ABOUT THIS EXERCISE
From the entries below, return only the lines starting at the one that contains "Task: Serialize what" and ending at the one that contains "Extract the structured data from this", exactly as they stand.

EXCERPTED DATA
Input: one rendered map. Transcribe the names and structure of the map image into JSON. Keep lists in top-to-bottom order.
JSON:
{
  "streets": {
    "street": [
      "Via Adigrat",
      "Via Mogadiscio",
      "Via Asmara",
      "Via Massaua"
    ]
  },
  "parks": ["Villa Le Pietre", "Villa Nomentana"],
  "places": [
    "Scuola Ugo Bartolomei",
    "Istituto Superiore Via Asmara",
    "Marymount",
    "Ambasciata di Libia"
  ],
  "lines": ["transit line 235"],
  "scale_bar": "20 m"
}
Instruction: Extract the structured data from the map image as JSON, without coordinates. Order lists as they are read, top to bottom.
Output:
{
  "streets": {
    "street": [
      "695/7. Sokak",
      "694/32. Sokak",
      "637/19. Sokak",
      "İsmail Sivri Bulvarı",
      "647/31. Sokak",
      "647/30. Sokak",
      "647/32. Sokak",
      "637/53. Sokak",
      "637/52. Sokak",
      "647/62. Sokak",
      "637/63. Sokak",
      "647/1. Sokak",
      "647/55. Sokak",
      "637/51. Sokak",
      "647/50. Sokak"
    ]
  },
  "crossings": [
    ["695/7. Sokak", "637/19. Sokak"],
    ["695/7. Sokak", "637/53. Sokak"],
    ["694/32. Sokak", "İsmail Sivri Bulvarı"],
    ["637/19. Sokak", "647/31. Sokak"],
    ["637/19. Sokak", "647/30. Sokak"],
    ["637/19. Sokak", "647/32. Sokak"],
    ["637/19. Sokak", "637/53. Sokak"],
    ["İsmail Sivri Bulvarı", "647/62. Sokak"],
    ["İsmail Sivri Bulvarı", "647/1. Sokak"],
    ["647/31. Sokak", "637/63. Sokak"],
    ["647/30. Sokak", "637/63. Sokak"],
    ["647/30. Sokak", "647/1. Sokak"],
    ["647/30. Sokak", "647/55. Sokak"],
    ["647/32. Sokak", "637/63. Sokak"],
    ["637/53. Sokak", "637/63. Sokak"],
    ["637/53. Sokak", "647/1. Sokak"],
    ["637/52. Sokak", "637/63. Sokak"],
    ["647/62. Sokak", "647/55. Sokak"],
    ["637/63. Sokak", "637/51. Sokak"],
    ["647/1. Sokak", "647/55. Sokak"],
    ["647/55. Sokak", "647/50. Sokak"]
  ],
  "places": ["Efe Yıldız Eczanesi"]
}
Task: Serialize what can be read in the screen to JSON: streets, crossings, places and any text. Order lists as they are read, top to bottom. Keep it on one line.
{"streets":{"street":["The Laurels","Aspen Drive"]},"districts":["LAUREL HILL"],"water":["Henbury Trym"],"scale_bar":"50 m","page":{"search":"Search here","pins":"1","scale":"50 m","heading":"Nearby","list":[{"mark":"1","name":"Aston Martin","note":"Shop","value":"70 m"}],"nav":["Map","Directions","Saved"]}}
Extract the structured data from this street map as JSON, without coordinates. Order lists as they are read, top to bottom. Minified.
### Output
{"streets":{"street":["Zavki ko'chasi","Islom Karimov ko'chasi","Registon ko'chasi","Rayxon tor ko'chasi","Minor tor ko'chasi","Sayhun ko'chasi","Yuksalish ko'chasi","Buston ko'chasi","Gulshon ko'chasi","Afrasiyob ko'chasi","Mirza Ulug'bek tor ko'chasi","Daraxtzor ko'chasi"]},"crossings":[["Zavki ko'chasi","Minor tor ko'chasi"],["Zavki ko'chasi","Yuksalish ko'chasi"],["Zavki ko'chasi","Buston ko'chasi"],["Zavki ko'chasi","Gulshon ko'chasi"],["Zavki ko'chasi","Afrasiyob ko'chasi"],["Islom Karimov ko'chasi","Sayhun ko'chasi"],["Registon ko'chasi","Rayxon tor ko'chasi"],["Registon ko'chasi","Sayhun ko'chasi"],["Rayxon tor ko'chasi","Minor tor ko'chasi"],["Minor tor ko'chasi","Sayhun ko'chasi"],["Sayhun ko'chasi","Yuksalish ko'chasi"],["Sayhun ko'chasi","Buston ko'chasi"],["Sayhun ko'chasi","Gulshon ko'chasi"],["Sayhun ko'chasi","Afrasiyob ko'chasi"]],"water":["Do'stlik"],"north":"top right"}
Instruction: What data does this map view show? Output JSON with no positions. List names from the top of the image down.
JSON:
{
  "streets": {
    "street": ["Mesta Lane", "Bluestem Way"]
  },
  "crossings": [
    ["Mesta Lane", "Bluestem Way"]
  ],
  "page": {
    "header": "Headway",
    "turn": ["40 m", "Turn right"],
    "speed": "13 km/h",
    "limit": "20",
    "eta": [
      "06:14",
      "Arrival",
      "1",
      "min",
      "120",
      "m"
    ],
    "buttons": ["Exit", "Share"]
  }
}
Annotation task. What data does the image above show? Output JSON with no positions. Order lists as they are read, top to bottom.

WRITTEN ANSWER
Task: Serialize what can be read in the screen to JSON: streets, crossings, places and any text. Order lists as they are read, top to bottom. Keep it on one line.
{"streets":{"street":["The Laurels","Aspen Drive"]},"districts":["LAUREL HILL"],"water":["Henbury Trym"],"scale_bar":"50 m","page":{"search":"Search here","pins":"1","scale":"50 m","heading":"Nearby","list":[{"mark":"1","name":"Aston Martin","note":"Shop","value":"70 m"}],"nav":["Map","Directions","Saved"]}}
Extract the structured data from this street map as JSON, without coordinates. Order lists as they are read, top to bottom. Minified.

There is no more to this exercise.